*Activity*
Pick out the lines below with "querySelector" and list them.

*Dataset content*
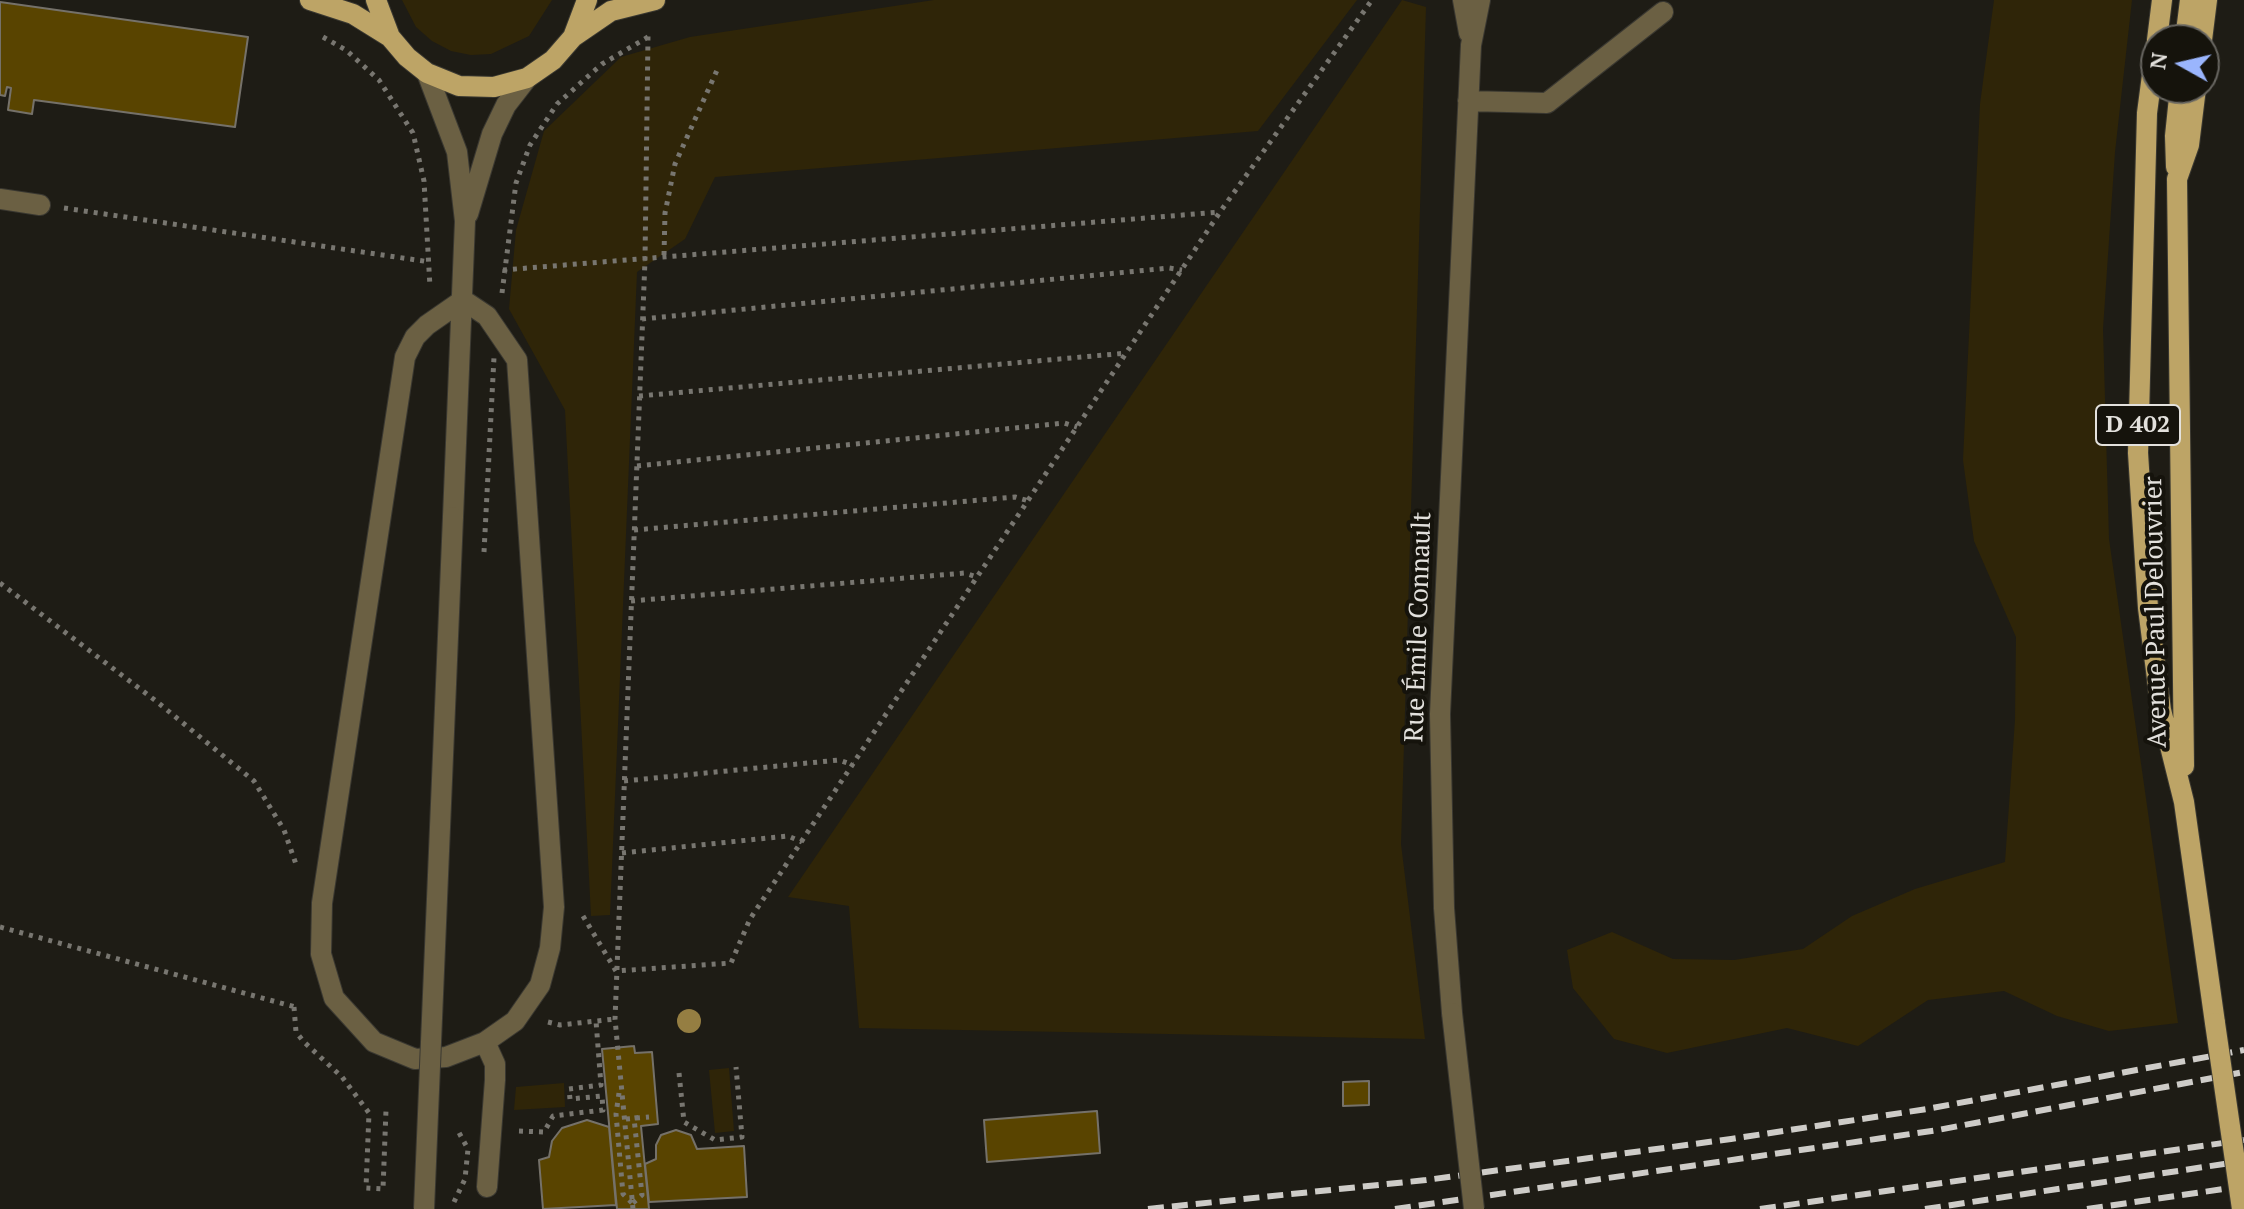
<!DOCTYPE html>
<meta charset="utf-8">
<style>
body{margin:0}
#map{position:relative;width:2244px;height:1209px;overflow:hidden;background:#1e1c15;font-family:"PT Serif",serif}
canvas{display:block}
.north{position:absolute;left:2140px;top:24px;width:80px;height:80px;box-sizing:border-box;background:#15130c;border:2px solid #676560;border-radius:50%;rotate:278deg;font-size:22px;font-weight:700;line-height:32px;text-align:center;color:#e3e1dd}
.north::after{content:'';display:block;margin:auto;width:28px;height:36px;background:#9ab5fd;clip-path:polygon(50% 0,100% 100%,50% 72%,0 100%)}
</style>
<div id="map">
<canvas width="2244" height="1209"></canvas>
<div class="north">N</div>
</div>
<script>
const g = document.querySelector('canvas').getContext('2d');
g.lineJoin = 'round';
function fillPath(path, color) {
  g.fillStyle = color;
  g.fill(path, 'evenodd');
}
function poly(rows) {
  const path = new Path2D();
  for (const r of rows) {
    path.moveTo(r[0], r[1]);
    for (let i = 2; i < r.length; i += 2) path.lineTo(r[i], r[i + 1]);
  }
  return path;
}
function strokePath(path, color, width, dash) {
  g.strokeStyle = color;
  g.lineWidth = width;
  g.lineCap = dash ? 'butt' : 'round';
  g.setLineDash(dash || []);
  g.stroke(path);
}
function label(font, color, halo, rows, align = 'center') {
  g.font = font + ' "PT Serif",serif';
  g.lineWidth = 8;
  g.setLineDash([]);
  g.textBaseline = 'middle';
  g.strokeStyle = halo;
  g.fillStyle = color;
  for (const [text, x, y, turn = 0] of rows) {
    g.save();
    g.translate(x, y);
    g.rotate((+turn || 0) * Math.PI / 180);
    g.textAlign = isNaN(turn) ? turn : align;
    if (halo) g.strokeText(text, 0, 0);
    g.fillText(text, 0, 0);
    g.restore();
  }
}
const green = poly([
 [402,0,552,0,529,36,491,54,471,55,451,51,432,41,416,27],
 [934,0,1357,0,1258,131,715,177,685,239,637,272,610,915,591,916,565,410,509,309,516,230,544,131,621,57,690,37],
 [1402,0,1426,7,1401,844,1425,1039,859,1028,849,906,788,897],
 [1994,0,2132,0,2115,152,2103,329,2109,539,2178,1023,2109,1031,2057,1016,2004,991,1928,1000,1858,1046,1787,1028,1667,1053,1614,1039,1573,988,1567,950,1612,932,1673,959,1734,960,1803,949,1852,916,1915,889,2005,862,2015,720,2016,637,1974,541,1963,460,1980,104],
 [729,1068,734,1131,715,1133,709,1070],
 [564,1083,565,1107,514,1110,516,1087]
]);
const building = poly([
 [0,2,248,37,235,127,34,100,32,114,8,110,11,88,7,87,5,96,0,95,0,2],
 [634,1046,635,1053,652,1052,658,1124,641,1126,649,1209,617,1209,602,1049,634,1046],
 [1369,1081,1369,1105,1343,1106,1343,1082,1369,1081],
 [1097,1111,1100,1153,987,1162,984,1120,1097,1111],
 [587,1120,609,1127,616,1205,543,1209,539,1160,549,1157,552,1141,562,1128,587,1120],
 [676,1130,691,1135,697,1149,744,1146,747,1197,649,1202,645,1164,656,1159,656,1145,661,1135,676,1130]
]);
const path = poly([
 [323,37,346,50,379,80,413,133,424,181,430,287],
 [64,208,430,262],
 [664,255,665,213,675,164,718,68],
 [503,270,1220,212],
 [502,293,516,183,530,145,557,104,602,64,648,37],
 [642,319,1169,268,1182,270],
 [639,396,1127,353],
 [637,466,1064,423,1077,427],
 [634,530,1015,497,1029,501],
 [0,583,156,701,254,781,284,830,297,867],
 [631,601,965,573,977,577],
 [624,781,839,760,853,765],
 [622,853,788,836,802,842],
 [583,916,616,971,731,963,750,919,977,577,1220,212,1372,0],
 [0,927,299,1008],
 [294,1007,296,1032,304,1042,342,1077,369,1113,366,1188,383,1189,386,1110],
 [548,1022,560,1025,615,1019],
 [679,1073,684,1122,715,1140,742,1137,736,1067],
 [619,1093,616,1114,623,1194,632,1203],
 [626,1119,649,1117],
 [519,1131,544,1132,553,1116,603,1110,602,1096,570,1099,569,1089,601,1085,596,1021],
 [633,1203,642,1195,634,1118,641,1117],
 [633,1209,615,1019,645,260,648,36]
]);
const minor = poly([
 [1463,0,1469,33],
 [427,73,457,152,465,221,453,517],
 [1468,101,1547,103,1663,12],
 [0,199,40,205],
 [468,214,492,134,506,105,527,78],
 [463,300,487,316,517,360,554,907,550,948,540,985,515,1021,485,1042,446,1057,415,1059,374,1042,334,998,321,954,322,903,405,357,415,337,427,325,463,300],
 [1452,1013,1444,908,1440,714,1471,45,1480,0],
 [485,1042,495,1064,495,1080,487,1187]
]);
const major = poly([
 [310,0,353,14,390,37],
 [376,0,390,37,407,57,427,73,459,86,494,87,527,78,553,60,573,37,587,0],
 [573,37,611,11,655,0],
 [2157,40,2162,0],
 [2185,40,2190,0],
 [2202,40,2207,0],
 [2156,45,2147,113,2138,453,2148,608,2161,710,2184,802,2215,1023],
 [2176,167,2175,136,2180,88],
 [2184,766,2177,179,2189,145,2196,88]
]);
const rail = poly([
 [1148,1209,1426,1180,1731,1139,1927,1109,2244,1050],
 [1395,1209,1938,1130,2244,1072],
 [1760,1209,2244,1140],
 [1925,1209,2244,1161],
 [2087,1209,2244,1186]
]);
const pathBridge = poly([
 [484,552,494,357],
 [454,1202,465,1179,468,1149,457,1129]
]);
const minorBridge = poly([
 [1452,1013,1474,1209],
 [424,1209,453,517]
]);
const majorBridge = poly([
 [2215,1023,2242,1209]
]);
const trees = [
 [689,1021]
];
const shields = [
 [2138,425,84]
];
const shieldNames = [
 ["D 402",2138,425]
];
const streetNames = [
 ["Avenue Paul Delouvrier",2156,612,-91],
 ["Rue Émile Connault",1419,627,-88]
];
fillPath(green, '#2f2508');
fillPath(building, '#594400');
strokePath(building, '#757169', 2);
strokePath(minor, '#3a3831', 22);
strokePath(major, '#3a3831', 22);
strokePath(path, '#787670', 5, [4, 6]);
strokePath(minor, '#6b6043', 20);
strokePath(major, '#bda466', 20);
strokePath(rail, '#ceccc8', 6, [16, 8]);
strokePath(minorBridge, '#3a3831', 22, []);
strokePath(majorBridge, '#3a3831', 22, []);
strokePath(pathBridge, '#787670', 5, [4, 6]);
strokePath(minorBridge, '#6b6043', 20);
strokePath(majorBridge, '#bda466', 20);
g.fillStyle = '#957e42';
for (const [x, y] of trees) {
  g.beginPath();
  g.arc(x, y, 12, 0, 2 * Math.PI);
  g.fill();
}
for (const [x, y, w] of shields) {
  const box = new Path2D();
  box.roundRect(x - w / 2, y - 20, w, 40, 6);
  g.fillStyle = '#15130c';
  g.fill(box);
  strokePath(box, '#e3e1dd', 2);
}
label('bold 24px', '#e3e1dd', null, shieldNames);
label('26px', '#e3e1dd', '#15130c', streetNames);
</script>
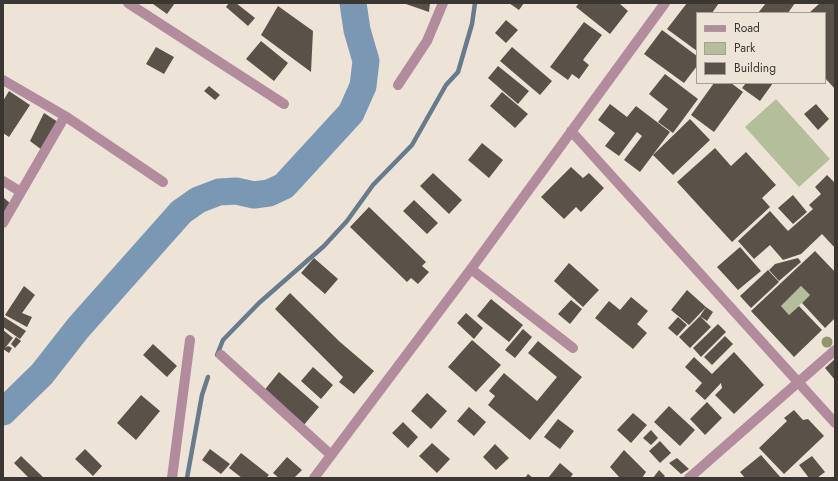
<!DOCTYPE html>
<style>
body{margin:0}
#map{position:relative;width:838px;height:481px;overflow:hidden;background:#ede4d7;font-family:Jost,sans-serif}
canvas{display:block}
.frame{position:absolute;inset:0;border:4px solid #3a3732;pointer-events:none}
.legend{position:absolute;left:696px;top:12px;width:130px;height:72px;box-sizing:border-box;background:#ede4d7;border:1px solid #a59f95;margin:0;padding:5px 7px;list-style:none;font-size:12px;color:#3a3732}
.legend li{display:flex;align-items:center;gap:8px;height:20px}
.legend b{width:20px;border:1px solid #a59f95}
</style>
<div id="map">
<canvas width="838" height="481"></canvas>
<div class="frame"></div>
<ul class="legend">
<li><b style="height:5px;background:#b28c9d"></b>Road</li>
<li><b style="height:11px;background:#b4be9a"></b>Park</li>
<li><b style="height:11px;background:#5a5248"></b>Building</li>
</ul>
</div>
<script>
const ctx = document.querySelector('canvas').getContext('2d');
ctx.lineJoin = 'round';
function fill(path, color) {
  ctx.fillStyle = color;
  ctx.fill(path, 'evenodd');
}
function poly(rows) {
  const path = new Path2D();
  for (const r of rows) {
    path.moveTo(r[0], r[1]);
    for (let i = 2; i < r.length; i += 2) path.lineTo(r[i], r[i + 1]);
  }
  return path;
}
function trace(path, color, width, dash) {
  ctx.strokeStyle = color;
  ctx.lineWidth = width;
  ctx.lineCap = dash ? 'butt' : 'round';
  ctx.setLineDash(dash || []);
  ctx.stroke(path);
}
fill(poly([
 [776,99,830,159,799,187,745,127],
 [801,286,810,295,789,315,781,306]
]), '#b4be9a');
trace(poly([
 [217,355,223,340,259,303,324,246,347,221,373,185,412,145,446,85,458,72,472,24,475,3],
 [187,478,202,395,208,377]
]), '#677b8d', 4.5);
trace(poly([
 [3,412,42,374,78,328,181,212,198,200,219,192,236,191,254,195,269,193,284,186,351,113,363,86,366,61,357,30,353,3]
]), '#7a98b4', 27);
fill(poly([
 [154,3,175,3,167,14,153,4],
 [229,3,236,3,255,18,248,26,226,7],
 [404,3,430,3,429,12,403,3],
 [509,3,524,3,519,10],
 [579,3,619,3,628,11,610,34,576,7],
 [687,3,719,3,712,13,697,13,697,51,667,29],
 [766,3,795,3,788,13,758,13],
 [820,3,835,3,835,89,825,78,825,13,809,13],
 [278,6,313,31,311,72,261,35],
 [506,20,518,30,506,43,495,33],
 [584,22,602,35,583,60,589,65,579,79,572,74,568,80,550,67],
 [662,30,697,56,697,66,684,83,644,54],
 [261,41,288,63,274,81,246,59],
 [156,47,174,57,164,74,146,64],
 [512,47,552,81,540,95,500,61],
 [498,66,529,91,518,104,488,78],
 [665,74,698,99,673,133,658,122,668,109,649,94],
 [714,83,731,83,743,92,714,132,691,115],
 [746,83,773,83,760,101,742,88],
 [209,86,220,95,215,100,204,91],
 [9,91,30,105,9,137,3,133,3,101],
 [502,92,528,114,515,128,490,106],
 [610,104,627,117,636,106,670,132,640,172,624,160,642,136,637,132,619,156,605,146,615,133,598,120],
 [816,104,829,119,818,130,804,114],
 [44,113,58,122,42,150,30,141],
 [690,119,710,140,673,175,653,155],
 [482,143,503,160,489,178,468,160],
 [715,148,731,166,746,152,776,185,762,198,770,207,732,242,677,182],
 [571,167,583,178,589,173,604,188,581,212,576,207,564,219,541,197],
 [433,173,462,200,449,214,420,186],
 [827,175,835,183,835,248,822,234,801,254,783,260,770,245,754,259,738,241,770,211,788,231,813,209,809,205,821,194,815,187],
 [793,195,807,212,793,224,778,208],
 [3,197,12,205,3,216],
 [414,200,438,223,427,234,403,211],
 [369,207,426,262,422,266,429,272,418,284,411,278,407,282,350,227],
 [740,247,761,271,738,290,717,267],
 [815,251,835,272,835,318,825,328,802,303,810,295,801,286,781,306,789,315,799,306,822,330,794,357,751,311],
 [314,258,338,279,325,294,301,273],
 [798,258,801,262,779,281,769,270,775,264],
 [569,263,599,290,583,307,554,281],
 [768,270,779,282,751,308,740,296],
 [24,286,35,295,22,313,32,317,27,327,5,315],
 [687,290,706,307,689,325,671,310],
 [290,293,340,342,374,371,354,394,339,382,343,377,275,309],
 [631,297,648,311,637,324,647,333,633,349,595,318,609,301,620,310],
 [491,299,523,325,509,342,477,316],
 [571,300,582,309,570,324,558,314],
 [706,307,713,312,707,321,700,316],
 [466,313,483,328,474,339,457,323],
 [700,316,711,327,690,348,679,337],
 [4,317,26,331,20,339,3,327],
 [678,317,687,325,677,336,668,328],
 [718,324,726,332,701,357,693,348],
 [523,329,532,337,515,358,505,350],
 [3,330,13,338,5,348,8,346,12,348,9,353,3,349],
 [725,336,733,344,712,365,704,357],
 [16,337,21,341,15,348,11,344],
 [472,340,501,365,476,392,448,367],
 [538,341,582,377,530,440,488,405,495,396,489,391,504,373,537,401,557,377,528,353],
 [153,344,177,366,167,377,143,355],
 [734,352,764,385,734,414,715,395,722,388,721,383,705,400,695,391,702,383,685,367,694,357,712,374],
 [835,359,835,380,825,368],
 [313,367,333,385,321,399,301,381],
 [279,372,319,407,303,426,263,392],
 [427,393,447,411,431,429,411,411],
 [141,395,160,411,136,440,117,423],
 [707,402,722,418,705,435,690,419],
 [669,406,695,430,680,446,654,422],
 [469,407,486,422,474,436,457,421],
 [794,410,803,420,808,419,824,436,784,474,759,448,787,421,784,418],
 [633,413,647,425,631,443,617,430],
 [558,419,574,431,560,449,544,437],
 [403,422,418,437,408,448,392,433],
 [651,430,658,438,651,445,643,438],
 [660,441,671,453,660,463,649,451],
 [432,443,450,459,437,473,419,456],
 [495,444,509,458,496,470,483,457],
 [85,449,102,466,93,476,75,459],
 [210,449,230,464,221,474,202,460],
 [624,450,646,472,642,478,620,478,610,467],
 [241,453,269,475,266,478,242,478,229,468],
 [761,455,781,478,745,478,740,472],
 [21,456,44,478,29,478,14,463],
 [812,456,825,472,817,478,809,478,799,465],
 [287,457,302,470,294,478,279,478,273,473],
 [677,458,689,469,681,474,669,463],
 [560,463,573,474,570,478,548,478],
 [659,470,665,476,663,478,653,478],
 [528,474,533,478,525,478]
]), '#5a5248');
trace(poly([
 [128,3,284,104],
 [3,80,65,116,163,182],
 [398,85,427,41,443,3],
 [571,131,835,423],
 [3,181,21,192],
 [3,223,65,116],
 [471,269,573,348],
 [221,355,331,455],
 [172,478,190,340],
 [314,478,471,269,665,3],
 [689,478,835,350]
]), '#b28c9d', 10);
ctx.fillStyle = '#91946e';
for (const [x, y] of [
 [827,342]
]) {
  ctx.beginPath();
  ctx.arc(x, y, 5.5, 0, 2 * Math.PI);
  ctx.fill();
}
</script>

*Written solution*
const g = document.querySelector('canvas').getContext('2d');
const ctx = document.querySelector('canvas').getContext('2d');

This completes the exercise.